The defeat of Trumpcare was a devastating blow to the Republicans who have been on an anti-Obamacare tirade the past seven years, promising to repeal it as soon as the opportunity presented itself. The Trump era is that opportunity, but despite having control over the House, Senate, and White House, the Republican-backed bill could not get past its own party.

The battle over Trumpcare, the mass health care rallies organized by Bernie Sanders, and the growing debate around the need for affordable, high quality health care has led to the highest ever levels of support for a single-payer system. Working people know that they deserve something better, and 60% of Americans now support single-payer.

The discussion has exposed the reality that while a large majority firmly rejected Trumpcare, most are also unsatisfied with the status quo of the Affordable Care Act (ACA). While the expansion of Medicaid was a real step forward, for people in the insurance exchanges, the experience was not so good. Like a hospital gown that barely keeps you covered, the ACA leaves you exposed when and where you really need it. Skyrocketing premiums, high copayments and deductibles force many to decide between medical bills and food, while leaving 27 million uninsured.
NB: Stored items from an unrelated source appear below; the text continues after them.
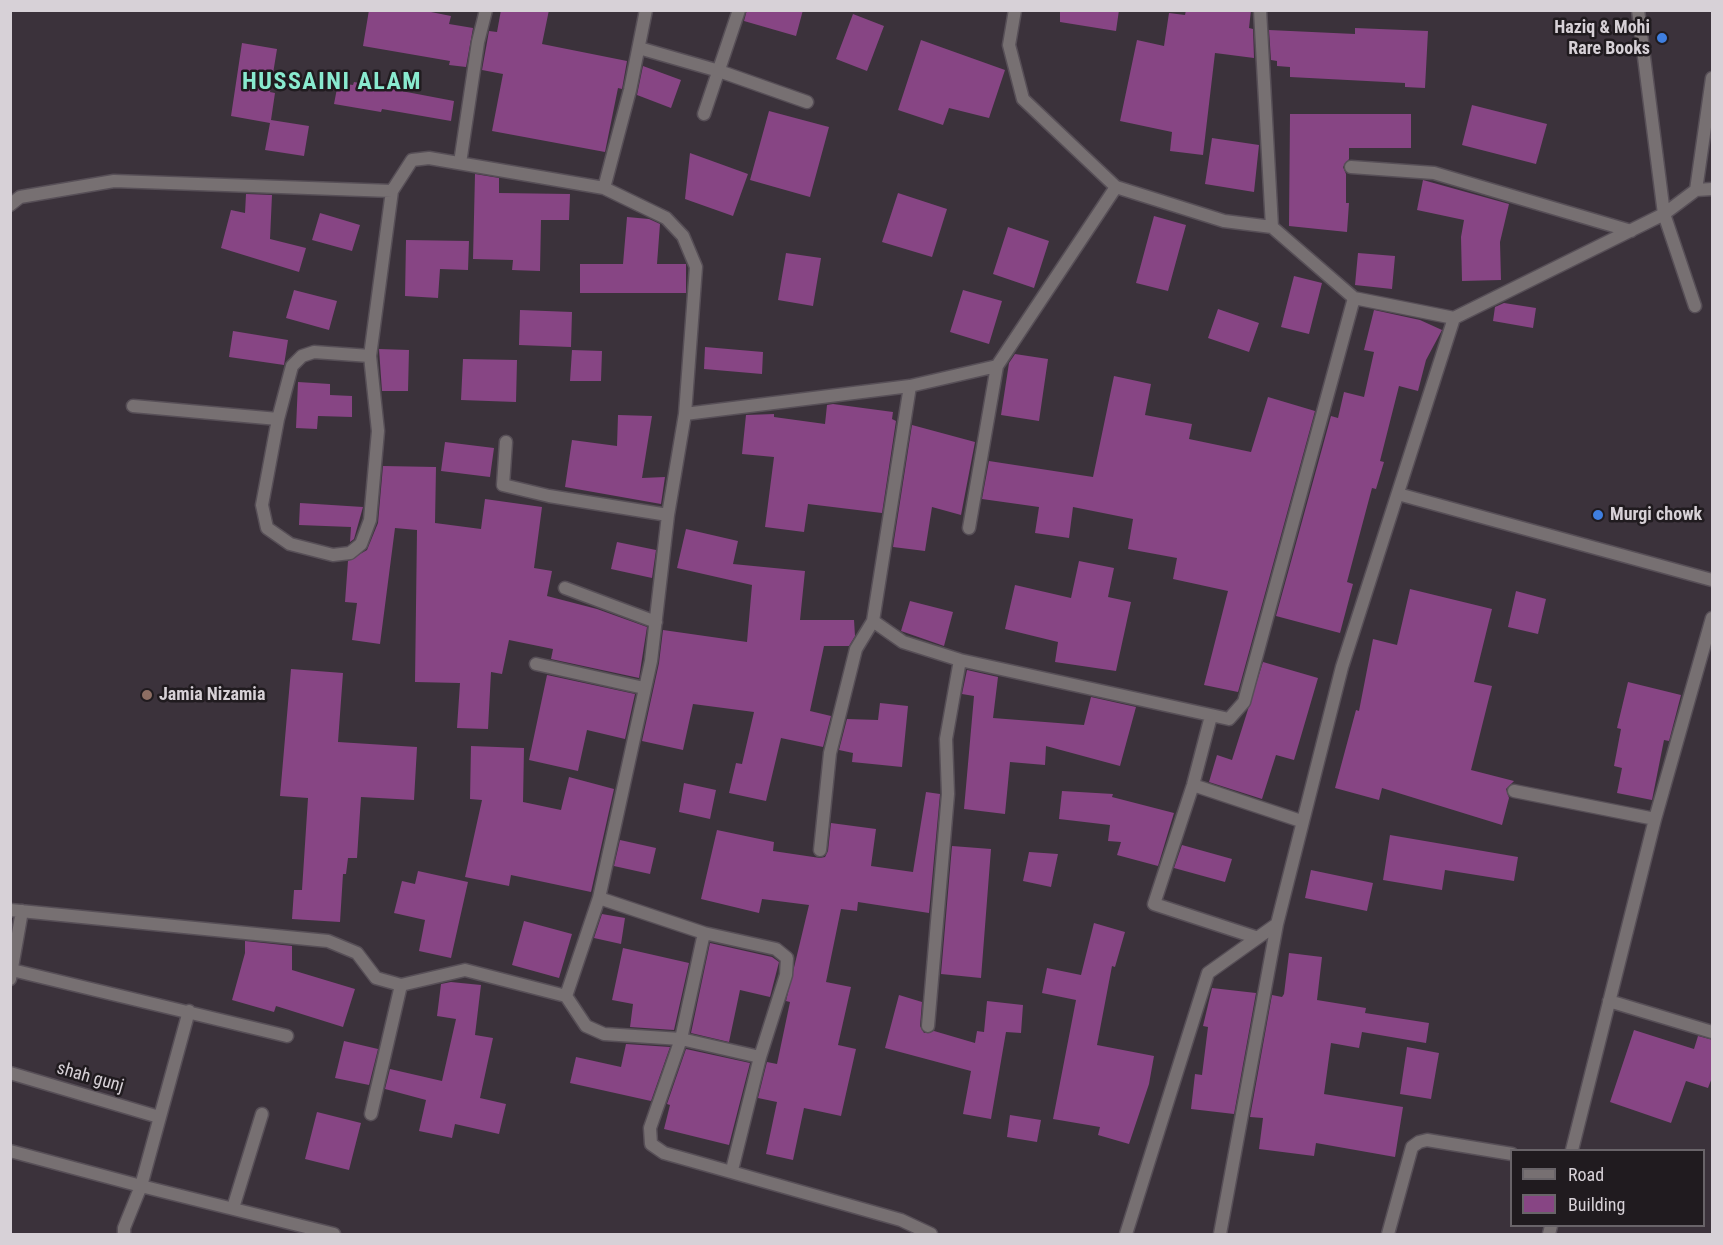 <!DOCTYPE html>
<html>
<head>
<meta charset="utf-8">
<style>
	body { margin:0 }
	#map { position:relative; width:1723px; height:1245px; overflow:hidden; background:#3b323b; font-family:"Roboto Condensed",sans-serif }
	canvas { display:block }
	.frame { position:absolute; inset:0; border:12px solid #d7d1d7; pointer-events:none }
	.legend { position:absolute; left:1510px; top:1149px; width:195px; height:78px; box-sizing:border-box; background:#201b1f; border:2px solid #696469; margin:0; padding:8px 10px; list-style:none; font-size:18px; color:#d7d1d7 }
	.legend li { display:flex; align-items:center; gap:12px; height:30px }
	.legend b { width:30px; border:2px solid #696469 }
</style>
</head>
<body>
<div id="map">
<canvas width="1723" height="1245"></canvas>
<div class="frame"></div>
<ul class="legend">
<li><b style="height:8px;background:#777072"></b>Road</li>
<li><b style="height:16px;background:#874584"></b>Building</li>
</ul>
</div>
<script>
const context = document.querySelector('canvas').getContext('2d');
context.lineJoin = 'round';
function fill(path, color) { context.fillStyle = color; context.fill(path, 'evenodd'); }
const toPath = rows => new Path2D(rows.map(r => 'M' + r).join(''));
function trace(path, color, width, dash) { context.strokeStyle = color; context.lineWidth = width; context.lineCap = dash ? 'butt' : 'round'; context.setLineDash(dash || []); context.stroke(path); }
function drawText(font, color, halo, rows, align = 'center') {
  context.font = font + ' "Roboto Condensed",sans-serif'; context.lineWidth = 5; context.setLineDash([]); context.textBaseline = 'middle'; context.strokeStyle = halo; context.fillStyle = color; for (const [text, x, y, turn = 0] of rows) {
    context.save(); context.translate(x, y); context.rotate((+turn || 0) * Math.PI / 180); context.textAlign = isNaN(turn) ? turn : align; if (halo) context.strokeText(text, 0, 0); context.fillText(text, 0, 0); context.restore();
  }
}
fill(toPath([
	[369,10,421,10,451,16,449,24,473,28,466,67,449,65,450,61,363,46],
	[501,10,549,10,542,44,627,61,622,89,618,88,605,152,492,131,503,74,482,70,489,31,497,32],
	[747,10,803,10,796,36,744,21],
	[1060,10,1119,10,1116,31,1060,22],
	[1186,10,1251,10,1249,28,1253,29,1254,58,1215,53,1203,155,1170,151,1172,132,1120,121,1137,40,1164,46,1169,13,1185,15],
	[853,14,884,26,867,71,836,59],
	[1355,28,1428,31,1425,88,1405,87,1405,83,1290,77,1290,67,1277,66,1277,61,1271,60,1269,30,1355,34],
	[921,40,1005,70,989,118,949,108,943,125,898,110],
	[242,43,277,49,270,92,275,93,271,120,309,126,304,156,265,150,270,123,231,116],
	[643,66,681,80,671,108,637,95],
	[354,82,454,101,451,121,382,109,381,112,334,104,338,83,353,85],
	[1472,105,1547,124,1536,164,1462,145],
	[769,111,829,127,810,197,750,180],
	[1290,114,1411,114,1411,148,1349,148,1349,159,1343,167,1346,174,1346,203,1349,203,1347,232,1289,226],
	[1212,138,1259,145,1254,192,1205,184],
	[690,153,748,174,733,216,685,199],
	[475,174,499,178,499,193,570,194,569,220,541,220,540,271,512,270,513,260,473,259],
	[1423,180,1509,204,1500,242,1501,280,1462,281,1461,237,1464,220,1417,210],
	[898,193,947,209,932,257,882,242],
	[246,194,272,195,270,239,306,248,299,272,221,248,231,210,245,213],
	[320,213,360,225,352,251,312,240],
	[1154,216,1186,225,1168,291,1136,283],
	[627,217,649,219,660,224,657,264,686,264,686,293,580,293,580,264,623,264],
	[1008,227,1049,241,1034,288,993,274],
	[406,240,469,241,468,270,440,269,438,298,405,296],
	[786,253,821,258,813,306,778,300],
	[1358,253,1395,256,1392,289,1355,285],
	[1294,276,1322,283,1309,334,1281,327],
	[294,290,337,301,329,330,286,318],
	[963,290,1002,301,989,344,950,332],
	[1504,303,1536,308,1533,328,1493,321,1495,307],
	[1218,309,1259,323,1249,352,1208,338],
	[520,310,572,312,571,347,519,345],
	[1374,310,1420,320,1442,330,1426,360,1418,391,1399,386,1380,461,1384,462,1376,489,1372,488,1347,582,1353,584,1340,633,1276,616,1331,416,1338,418,1344,392,1364,397,1374,352,1364,350],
	[233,331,288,340,284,365,229,357],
	[705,347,763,352,762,374,704,369],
	[379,349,409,350,408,391,382,391],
	[572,350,602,351,601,381,570,381],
	[1015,354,1048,359,1039,421,1001,415,1009,363],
	[463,359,517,360,516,402,461,400],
	[1114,376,1151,384,1145,415,1192,424,1189,439,1251,452,1268,397,1315,411,1238,692,1204,685,1228,591,1173,579,1177,558,1128,549,1133,519,1073,507,1069,538,1035,533,1039,507,982,499,989,461,1093,477],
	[298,382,330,384,330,395,352,396,352,417,318,416,317,429,296,428],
	[833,404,893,412,892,419,896,421,882,513,808,504,804,532,765,527,774,457,742,454,746,415,774,414,774,417,825,424,827,405],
	[618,415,652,416,642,478,665,477,661,504,565,487,572,440,617,446],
	[912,425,975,442,961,515,932,507,925,551,893,547],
	[445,442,494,448,490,477,441,471],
	[383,466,436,467,435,523,481,529,485,499,542,507,534,568,552,571,547,596,597,609,647,627,639,678,551,659,553,649,509,640,502,674,491,672,488,729,457,728,460,683,415,682,417,530,395,528,380,644,352,640,357,603,345,602,348,561,367,550,378,523],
	[300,503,363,507,354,539,350,542,351,527,299,525],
	[686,529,738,541,733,564,805,571,800,620,854,620,855,636,849,646,824,646,810,711,831,716,823,747,781,738,766,801,729,793,736,763,742,764,754,712,693,704,683,750,642,741,659,663,663,630,747,642,752,585,677,568],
	[617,542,656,550,652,578,611,569],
	[1079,561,1114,568,1108,597,1131,602,1116,671,1055,662,1058,642,1005,629,1015,585,1071,598],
	[1410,589,1492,609,1474,682,1492,686,1471,770,1514,781,1506,789,1509,798,1502,825,1382,788,1379,800,1335,788,1356,710,1359,711,1373,639,1397,645],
	[1516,591,1546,599,1538,634,1508,627],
	[910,601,953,612,944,646,901,631],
	[1263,662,1318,678,1294,760,1276,755,1262,799,1209,782,1217,755,1232,760],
	[291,669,343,673,338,742,417,747,414,800,361,797,357,858,348,858,346,874,343,874,340,922,292,919,294,890,302,890,308,798,280,796],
	[967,670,998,677,993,718,1084,725,1091,697,1136,707,1120,766,1046,746,1045,765,1010,762,1005,814,964,809,974,696,962,694],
	[547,675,635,694,625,739,587,730,578,771,529,760],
	[1628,682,1681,695,1669,741,1664,740,1652,800,1617,793,1622,768,1614,766,1621,729,1617,728],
	[880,703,908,706,902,767,852,762,853,753,839,750,847,719,878,720],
	[471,746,524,748,523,802,561,810,569,777,614,789,591,892,511,875,509,886,465,877,482,800,470,799],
	[684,783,716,790,710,819,679,812],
	[1062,791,1113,794,1112,797,1174,813,1158,866,1117,855,1121,842,1108,841,1110,825,1059,819],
	[926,792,940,794,929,913,858,902,857,911,841,909,826,982,851,987,838,1045,856,1049,841,1116,804,1108,793,1160,766,1154,777,1102,758,1098,767,1062,777,1064,790,1002,786,1001,809,905,762,899,759,913,701,899,717,830,774,842,773,851,820,858,825,857,828,851,831,823,876,829,871,866,913,872],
	[1390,835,1518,857,1514,881,1445,870,1442,890,1383,880],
	[620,840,656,848,650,874,614,866],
	[1182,845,1232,859,1225,882,1174,868],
	[952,846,991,849,981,978,941,974],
	[1029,852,1058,854,1051,887,1023,881],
	[1311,870,1373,883,1367,911,1305,898],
	[418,871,468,882,451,958,419,951,425,920,394,913,402,881,415,884],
	[602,914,625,918,621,944,594,938],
	[524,921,572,934,559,978,512,965],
	[1094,923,1125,932,1115,967,1112,966,1097,1045,1154,1056,1149,1084,1129,1144,1098,1135,1100,1127,1053,1119,1076,1000,1042,993,1047,968,1081,975],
	[245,941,292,946,292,970,355,989,343,1027,276,1006,274,1012,232,1000,245,953],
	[710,943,772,957,779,962,770,997,740,990,729,1042,691,1033],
	[623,948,689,963,674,1030,630,1027,633,1004,612,1000],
	[1289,953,1322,957,1317,1000,1366,1008,1365,1013,1429,1023,1426,1043,1362,1032,1359,1048,1331,1043,1324,1094,1403,1107,1395,1157,1316,1143,1314,1156,1259,1149,1263,1118,1250,1117,1272,995,1282,997,1284,994],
	[451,982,481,985,475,1035,493,1038,480,1098,506,1104,499,1134,455,1124,452,1138,419,1131,426,1100,385,1089,390,1069,442,1081,456,1019,437,1016,441,984],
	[1212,988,1256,993,1234,1114,1191,1109,1195,1074,1202,1075,1208,1027,1203,1026],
	[899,995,922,1002,920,1026,924,1033,934,1031,975,1043,977,1031,984,1032,987,1001,1023,1005,1021,1033,1006,1032,991,1119,963,1114,971,1071,885,1048],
	[1634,1030,1694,1049,1698,1036,1713,1040,1713,1075,1708,1088,1686,1081,1671,1123,1610,1102],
	[344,1041,378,1049,369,1085,335,1078],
	[626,1044,670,1047,651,1101,570,1083,576,1057,621,1067],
	[1407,1047,1439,1053,1431,1099,1400,1094],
	[686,1049,750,1063,729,1145,664,1129,670,1105,667,1104],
	[317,1112,361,1123,349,1170,305,1159],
	[1010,1115,1041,1120,1037,1142,1007,1137]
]), '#874584');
const street = toPath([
	[1015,10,1009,45,1023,99,1116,187],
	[1260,10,1272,227],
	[639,48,719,71,807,102],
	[704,114,739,10],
	[460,163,478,42,486,10],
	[1351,167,1434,173,1631,231],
	[604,188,630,90,646,10],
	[1696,190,1712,78],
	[10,205,20,197,114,181,392,191],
	[1695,306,1664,214,1696,190,1712,189],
	[910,386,873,621,903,642,960,660],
	[133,406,278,419,292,366,302,356,314,352,370,356],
	[685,414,910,386,997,366,1116,187,1224,221,1272,227,1354,298,1454,318],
	[506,442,503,485,549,496,668,515],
	[1398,494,1712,580],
	[969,528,997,366],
	[565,588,656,622],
	[536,664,644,688],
	[1211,716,1193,785,1154,904,1255,937],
	[1193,785,1301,821],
	[1514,791,1655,819],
	[820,850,830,753,856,649,873,621],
	[599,898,704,933,776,949,787,958,786,975,760,1057,732,1170],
	[10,910,328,941,357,953,376,978,401,985,465,970,566,996,599,898,651,661,668,515,685,414,696,267,683,236,666,218,604,188,429,158,412,160,392,191,370,356,378,431,370,520,361,544,350,553,333,555,290,544,267,528,262,505,278,419],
	[704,933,681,1039,650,1128,651,1144,664,1153,901,1220,931,1234],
	[12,970,287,1036],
	[10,979,22,911],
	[566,996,586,1026,604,1034,681,1039,760,1057],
	[1609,1001,1712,1032],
	[189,1011,141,1186,334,1234],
	[928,1026,948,794,946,739,960,660,1229,719,1244,702,1354,298],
	[10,1073,159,1117],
	[371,1114,401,985],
	[1572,1150,1655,819,1712,618],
	[10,1151,141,1186,124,1228,124,1234],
	[233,1208,262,1114],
	[1126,1234,1208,973,1277,924,1342,667,1454,318,1664,214,1638,10],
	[1220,1234,1277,924],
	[1388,1234,1412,1147,1419,1142,1427,1140,1512,1154],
	[1549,1234,1551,1226]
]);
trace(street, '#574f57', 15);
trace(street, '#777072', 12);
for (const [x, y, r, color] of [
	[1662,38,6,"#3f7fe0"],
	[1598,515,6,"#3f7fe0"],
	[147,695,6,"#8d6e63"]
]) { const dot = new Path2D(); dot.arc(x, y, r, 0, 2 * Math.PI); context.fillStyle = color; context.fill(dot); trace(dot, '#201b1f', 2); }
drawText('bold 18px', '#d7d1d7', '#201b1f', [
	["Haziq & Mohi",1650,28,"right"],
	["Rare Books",1650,49,"right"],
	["Murgi chowk",1610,515],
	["Jamia Nizamia",159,695]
], 'left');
drawText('18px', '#d7d1d7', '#201b1f', [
	["shah gunj",90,1078,16]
]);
context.letterSpacing = '1.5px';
drawText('bold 24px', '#89eacf', '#201b1f', [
	["HUSSAINI ALAM",332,83]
]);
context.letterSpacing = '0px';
</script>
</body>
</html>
In California, a growing collection of progressive groups have coalesced around a push for a single-payer style, state-level system. Campaign for Healthy California, AllCare Alliance, Labor for Single Payer, California Nurses Association, and many other groups have come together to introduce a single-payer bill, SB 562, to the state senate.

The bill has come about as the culmination of grassroots activism, and would create a state run agency to guarantee health care for all residents, while eliminating premiums, copays, deductibles, coinsurance, and regulate cost controls. Unfortunately, California Governor Jerry Brown does not support single-payer, and the opposition of corporate Democratic leaders is a major obstacle to SB 562 going forward.
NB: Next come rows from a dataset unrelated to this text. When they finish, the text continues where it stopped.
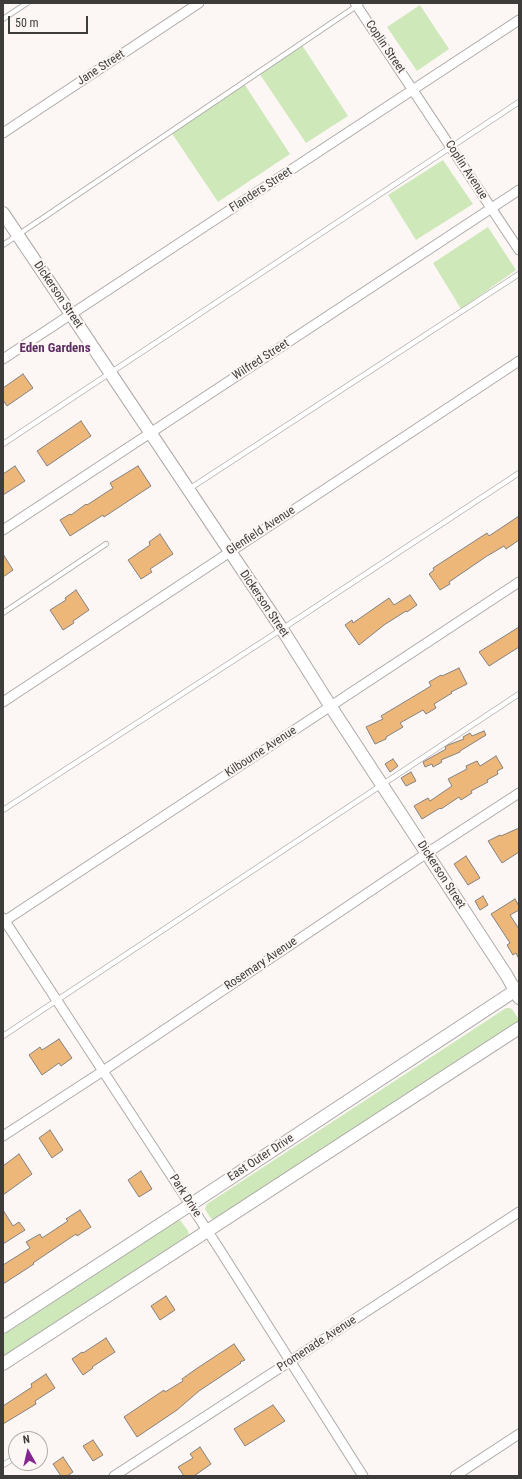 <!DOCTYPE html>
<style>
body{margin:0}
#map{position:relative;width:522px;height:1479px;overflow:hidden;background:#fcf7f5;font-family:"Roboto Condensed",sans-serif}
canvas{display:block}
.frame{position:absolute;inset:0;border:4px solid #3e3c3b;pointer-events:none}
.north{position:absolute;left:8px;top:1431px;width:40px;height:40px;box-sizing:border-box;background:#fcf7f5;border:1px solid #b0acab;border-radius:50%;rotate:352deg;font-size:11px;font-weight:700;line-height:16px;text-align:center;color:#3e3c3b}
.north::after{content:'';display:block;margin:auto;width:14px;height:18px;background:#85258f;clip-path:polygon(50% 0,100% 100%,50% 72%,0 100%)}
.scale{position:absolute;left:8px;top:16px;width:80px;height:18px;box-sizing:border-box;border:2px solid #3e3c3b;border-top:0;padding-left:5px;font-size:12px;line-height:14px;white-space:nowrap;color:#3e3c3b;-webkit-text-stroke:3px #fcf7f5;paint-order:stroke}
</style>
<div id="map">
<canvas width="522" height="1479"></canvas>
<div class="frame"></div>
<div class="north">N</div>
<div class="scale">50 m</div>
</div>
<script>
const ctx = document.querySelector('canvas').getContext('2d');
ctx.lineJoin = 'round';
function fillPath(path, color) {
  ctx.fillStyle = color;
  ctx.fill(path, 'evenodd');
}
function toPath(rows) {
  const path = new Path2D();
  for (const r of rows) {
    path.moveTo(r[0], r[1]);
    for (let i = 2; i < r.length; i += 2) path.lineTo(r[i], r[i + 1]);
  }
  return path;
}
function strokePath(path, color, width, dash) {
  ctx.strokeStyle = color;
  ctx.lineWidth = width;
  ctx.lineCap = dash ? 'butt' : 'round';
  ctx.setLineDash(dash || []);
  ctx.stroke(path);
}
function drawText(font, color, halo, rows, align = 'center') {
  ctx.font = font + ' "Roboto Condensed",sans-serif';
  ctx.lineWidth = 4;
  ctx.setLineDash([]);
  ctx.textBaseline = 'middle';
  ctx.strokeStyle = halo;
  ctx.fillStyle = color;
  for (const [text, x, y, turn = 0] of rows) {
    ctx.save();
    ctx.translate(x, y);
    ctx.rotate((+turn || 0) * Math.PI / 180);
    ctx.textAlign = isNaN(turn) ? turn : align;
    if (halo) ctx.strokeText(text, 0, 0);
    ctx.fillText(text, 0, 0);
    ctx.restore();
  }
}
fillPath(toPath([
 [420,5,449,49,417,71,387,27],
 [302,45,348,116,306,143,259,73],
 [243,82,290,154,218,202,171,132],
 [443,160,473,204,416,240,388,195],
 [488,227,516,270,461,309,433,263],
 [506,1008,510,1008,512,1009,518,1018,519,1021,517,1023,218,1218,212,1219,210,1217,205,1209,207,1204],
 [180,1220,188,1231,189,1234,187,1236,3,1356,3,1335,170,1225]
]), '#cfe8ba');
const building = toPath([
 [23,374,33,388,7,406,3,400,3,388,23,374],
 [81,421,91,436,47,466,37,451,81,421],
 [15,466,25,481,3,495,3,474,15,466],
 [138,466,151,486,104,517,103,515,70,536,60,520,70,514,71,515,86,504,87,505,113,488,110,483,138,466],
 [519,516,519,540,506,549,504,546,487,556,449,582,450,584,440,590,429,574,434,570,433,568,487,533,489,536,519,516],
 [160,534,173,554,150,569,152,572,141,579,128,560,150,545,149,542,160,534],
 [3,554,13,570,3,577,3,554],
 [76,590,89,610,73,621,74,623,63,630,50,610,66,600,65,598,76,590],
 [410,595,417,605,407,612,406,611,384,625,359,645,345,625,352,620,353,623,389,598,394,605,410,595],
 [519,627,519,647,489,666,479,652,519,627],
 [459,668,467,684,451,692,452,693,434,704,436,708,426,714,423,710,400,723,403,727,386,737,386,739,375,744,366,727,383,719,381,716,431,686,429,682,441,675,442,676,459,668],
 [484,731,486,735,460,751,460,752,441,760,442,762,433,767,432,764,425,767,423,762,446,749,445,747,448,745,464,739,463,737,470,733,472,736,484,731],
 [496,756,503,768,497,771,498,774,487,780,488,782,471,791,472,793,461,800,459,797,441,809,440,808,422,819,414,806,428,798,430,801,452,786,448,779,467,769,466,766,477,761,480,766,496,756],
 [393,759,398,766,390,772,385,764,393,759],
 [411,772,416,781,406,786,401,778,411,772],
 [519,828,519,852,502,863,488,841,500,835,501,836,519,828],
 [466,856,480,878,468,885,454,864,466,856],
 [483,896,488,905,480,910,475,901,483,896],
 [515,899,519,906,519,910,510,915,519,929,519,959,516,953,513,955,507,945,510,943,491,914,515,899],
 [59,1039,72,1058,61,1066,59,1063,42,1075,29,1055,40,1047,42,1050,59,1039],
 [50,1130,63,1150,52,1158,39,1138,50,1130],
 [19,1154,32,1174,3,1195,3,1166,19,1154],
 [141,1171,152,1189,139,1197,128,1180,141,1171],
 [3,1210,13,1226,19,1222,25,1230,3,1244,3,1210],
 [80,1210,91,1227,77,1236,76,1234,33,1263,34,1264,3,1284,3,1265,30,1248,26,1242,40,1234,42,1238,68,1221,66,1219,80,1210],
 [166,1296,175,1310,160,1320,151,1306,166,1296],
 [106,1338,115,1352,92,1367,93,1368,83,1375,72,1359,82,1352,83,1353,106,1338],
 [234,1344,245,1360,240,1362,241,1363,199,1391,177,1410,137,1437,124,1417,164,1390,165,1392,183,1381,182,1379,196,1369,234,1344],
 [46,1374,55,1388,35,1401,36,1404,3,1424,3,1406,32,1387,31,1384,46,1374],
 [273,1405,285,1421,245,1446,234,1429,273,1405],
 [93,1440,103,1455,93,1461,83,1446,93,1440],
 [200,1447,211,1464,194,1476,184,1476,178,1467,193,1458,190,1454,200,1447],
 [63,1457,73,1472,67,1476,61,1476,53,1464,63,1457]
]);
fillPath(building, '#eeb77a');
strokePath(building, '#84817e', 1);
const service = toPath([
 [3,19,27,3],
 [3,245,361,3],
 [3,444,519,102],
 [189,489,519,274],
 [3,613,106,544],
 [3,810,282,629,519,473],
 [3,1036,519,694],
 [3,1465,16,1457]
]);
const minor = toPath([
 [355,3,519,250],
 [3,133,199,3],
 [3,359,519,20],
 [3,530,519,190],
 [3,702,519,361],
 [3,918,218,1247,363,1476],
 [3,922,519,582],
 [3,1136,103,1071,427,853,519,793],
 [114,1476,519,1212],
 [455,1476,519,1434]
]);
const tertiary = toPath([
 [3,213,282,629,331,707,507,976,519,998],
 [3,1327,190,1205,519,988],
 [3,1364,519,1028]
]);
strokePath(service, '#ada9a7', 6);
strokePath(minor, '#ada9a7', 11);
strokePath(tertiary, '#ada9a7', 14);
strokePath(service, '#fff', 4.5);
strokePath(minor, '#fff', 9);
strokePath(tertiary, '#fff', 12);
drawText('12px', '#3e3c3b', '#fcf7f5', [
 ["Coplin Street",385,47,56],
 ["Jane Street",101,68,-33],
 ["Coplin Avenue",466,170,57],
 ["Flanders Street",261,190,-33],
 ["Dickerson Street",58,295,56],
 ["Wilfred Street",261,360,-33],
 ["Glenfield Avenue",261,531,-33],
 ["Dickerson Street",264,604,56],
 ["Kilbourne Avenue",261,752,-33],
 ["Dickerson Street",441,875,57],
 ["Rosemary Avenue",261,964,-34],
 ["East Outer Drive",261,1158,-33],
 ["Park Drive",185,1196,57],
 ["Promenade Avenue",317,1344,-33]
]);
drawText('bold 13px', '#5d2f62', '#fcf7f5', [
 ["Eden Gardens",55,349]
]);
</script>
The struggle for truly affordable and universal health care will require building a powerful movement prepared to stand up to the wealthy insurance and pharmaceutical lobbies, for whom single-payer is a hostile attack on their profits. But the fight for single-payer also provides an opportunity, because it can unite working class people around a demand that can make a fundamental difference in their lives – undermining support for both the vicious Republican agenda and corporate Democratic politics, while beginning to build a working-class political alternative, independent of corporate money and power.